Starbucks: How Facebook makes customers visit a Starbucks coffee shop
Starbucks is probably the strongest commercial brand on Facebook. More than 16 million people have indicated that they “like this” – an unsurpassed number for a commercial Facebook presence. Starbucks uses this social media network to motivate people to come to a Starbucks branch and order its products. It is most important for Starbucks to connect the virtual world and the physical branches by means of social media in order to drive sales. So, Facebook becomes not just another branding tool but a revenue generator.
A good example is the fall 2010 campaign “Pumpkin Spice Latte Celebration”.
The goal of the campaign is to promote a specialty product linked to Halloween and fall themes in general, the “Pumpkin Spice Latte”, featuring “nutmeg, cinnamon and clove layered in rich espresso and fresh steamed milk”. On the Facebook page there is a video with a barrista showing how the latte is made in an entertaining video, The user can then go to a subpage and indicate that he or she is joining the celebrations. It’s also possible to invite somebody else to the party.

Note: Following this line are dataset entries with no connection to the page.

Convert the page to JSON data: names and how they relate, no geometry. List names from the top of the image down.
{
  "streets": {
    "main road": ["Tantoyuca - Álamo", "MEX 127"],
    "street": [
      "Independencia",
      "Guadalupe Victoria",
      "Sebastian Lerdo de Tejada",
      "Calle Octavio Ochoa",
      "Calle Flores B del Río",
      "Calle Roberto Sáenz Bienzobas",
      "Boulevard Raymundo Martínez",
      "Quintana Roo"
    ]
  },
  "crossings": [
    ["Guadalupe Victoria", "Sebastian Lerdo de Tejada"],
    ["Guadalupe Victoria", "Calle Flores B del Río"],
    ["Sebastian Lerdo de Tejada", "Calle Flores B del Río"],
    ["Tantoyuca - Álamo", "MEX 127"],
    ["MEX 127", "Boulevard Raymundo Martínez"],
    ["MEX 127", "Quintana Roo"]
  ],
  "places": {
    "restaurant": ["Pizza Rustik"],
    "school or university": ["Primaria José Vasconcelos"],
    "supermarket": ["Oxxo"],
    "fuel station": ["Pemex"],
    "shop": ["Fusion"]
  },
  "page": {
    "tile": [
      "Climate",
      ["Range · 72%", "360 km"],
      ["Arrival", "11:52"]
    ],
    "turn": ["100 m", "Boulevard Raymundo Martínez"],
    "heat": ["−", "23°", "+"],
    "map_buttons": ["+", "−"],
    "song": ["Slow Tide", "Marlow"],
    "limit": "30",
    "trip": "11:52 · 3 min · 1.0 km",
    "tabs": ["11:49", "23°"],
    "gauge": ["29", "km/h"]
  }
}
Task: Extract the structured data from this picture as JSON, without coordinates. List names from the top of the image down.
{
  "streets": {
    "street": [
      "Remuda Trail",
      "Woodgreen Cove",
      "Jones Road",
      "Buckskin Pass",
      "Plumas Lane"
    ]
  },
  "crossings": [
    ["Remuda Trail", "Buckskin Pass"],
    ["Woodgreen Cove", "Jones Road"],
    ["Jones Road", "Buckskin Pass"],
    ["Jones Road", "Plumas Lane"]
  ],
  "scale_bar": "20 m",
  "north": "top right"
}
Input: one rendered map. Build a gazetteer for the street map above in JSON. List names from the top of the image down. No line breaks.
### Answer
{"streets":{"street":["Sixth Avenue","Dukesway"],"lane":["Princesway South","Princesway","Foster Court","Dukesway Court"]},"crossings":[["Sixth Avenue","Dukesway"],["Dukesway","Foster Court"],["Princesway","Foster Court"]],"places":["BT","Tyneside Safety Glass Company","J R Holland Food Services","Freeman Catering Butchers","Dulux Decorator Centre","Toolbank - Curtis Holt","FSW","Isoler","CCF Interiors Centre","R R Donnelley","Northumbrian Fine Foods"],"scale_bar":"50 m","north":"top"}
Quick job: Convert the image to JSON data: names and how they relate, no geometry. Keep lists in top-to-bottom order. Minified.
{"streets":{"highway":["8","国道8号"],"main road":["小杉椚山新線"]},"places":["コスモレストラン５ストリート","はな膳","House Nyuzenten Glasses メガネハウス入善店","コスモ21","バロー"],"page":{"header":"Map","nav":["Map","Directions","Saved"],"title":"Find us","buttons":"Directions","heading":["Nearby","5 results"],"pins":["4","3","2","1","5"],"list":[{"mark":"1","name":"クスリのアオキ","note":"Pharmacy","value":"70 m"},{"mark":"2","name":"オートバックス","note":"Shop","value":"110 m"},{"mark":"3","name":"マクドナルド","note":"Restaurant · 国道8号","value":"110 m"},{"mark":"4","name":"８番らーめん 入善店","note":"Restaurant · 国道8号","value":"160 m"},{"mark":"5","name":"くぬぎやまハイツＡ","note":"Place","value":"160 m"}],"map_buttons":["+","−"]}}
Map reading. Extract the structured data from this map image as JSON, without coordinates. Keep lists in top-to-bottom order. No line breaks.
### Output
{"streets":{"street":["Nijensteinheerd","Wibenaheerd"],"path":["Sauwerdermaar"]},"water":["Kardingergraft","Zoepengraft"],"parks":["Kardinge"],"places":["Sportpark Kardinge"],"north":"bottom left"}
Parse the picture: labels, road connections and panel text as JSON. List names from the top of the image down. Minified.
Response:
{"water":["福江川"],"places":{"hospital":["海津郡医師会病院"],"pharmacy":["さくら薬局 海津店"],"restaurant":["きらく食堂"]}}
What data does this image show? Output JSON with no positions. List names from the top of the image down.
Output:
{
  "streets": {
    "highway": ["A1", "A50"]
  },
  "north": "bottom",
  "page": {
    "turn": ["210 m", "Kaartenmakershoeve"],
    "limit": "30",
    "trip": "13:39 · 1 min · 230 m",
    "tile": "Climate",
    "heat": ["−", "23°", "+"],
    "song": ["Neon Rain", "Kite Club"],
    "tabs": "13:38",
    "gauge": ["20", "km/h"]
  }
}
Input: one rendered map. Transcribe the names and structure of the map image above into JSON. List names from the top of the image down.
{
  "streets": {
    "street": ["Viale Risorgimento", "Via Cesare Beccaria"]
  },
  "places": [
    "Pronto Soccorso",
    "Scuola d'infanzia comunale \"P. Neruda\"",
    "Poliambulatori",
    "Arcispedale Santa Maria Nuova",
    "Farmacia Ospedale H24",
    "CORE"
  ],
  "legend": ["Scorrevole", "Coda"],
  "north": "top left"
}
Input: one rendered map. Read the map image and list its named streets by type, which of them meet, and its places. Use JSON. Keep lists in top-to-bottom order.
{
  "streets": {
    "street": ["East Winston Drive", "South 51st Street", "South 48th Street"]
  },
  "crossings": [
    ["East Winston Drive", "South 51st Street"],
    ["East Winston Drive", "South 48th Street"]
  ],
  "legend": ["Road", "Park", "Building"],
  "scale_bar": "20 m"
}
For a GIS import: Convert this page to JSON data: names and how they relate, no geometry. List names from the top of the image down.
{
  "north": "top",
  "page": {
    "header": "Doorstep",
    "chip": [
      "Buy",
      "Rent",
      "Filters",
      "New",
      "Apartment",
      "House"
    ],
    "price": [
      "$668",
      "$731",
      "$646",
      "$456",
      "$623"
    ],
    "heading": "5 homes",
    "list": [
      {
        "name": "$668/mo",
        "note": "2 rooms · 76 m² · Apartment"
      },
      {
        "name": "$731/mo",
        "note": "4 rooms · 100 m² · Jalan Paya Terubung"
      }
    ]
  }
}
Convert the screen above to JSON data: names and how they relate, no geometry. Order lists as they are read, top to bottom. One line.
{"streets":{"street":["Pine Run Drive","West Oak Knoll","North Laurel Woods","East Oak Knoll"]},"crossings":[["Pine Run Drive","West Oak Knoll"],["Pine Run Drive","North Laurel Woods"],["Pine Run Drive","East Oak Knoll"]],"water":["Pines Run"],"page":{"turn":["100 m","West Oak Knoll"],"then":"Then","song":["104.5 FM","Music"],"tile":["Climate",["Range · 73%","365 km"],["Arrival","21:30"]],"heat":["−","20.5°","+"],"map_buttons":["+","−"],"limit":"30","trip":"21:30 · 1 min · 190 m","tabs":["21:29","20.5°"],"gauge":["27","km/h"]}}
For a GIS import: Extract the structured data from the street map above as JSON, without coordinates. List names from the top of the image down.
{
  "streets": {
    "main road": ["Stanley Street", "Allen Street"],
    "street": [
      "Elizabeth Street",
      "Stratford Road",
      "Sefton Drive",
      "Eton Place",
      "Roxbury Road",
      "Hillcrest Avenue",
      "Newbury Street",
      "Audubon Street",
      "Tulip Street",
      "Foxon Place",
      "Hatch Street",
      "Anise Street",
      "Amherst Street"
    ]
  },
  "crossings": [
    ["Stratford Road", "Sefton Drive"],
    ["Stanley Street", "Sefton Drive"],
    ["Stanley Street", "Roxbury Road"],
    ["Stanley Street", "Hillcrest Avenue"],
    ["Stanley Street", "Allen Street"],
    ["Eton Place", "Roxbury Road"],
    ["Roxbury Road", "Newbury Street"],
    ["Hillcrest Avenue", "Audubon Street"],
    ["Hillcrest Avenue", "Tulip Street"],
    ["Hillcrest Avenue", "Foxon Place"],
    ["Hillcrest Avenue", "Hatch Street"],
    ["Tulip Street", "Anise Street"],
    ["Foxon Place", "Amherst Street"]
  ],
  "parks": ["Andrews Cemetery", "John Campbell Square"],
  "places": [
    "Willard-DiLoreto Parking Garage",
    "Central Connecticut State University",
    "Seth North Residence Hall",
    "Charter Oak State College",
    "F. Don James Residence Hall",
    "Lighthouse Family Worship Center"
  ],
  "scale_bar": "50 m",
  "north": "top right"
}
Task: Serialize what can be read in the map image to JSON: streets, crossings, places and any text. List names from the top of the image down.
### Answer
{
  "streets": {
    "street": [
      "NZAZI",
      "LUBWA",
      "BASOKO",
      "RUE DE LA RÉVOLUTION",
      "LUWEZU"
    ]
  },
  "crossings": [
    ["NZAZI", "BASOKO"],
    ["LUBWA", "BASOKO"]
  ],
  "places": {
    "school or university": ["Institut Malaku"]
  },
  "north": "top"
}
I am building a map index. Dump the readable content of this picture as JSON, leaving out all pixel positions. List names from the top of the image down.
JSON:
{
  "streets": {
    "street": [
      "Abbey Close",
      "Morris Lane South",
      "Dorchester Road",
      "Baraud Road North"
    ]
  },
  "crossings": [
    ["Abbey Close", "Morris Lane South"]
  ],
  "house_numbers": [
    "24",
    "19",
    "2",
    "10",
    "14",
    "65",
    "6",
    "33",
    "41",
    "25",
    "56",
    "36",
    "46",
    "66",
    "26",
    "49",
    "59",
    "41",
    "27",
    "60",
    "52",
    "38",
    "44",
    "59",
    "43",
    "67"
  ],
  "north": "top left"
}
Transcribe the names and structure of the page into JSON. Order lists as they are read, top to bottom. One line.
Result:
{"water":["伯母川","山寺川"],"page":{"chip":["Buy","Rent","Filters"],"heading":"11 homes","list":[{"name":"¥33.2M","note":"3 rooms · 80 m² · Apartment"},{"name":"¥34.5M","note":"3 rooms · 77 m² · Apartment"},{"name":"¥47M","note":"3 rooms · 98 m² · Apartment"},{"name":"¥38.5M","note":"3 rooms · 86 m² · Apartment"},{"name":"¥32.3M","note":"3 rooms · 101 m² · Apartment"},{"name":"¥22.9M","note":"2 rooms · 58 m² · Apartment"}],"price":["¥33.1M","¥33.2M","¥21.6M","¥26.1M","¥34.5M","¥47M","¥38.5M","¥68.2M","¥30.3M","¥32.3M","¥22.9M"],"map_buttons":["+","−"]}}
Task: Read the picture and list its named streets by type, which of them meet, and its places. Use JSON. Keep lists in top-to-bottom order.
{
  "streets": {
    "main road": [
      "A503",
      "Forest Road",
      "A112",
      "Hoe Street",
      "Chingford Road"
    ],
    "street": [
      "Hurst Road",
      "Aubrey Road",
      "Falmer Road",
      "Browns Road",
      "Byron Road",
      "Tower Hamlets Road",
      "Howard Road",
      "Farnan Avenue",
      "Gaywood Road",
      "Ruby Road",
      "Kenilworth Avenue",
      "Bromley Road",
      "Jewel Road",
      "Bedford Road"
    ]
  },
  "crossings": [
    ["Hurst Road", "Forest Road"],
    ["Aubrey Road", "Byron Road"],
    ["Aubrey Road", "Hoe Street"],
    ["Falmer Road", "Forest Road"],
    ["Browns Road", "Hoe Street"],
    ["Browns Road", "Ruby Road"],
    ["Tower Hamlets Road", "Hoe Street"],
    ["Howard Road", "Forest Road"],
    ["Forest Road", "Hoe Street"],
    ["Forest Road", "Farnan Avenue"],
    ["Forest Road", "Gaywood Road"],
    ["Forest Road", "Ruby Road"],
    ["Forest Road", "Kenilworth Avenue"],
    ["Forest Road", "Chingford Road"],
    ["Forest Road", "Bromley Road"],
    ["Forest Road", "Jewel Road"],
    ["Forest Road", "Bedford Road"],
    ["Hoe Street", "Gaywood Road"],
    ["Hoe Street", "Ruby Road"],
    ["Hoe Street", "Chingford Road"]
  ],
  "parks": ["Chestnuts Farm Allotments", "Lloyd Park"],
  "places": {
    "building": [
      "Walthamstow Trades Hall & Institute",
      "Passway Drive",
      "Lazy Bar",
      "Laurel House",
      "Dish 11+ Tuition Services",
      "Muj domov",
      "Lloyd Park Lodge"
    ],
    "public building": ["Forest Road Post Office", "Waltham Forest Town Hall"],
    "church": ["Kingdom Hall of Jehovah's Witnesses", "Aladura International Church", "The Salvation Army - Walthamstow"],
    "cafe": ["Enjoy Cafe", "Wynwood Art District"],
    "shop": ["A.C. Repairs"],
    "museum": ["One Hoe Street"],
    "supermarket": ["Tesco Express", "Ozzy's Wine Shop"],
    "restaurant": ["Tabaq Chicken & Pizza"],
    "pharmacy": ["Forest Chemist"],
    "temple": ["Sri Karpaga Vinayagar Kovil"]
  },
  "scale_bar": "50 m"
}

New generation of wealthy clients will expect from wealth managers to use social media
On first sight wealth managers might dismiss these examples as too far fetched. But social media can be valuable tools to test and solicit feedbacks on new product offerings or market strategies. The Starbucks example shows how a firm can leverage social media to motivate potential and existing clients to join, for instance, charity events or other social activities. There is no doubt that the new generation of wealthy and affluent individuals is expecting from their wealth managers to use social media to keep in touch and engage them.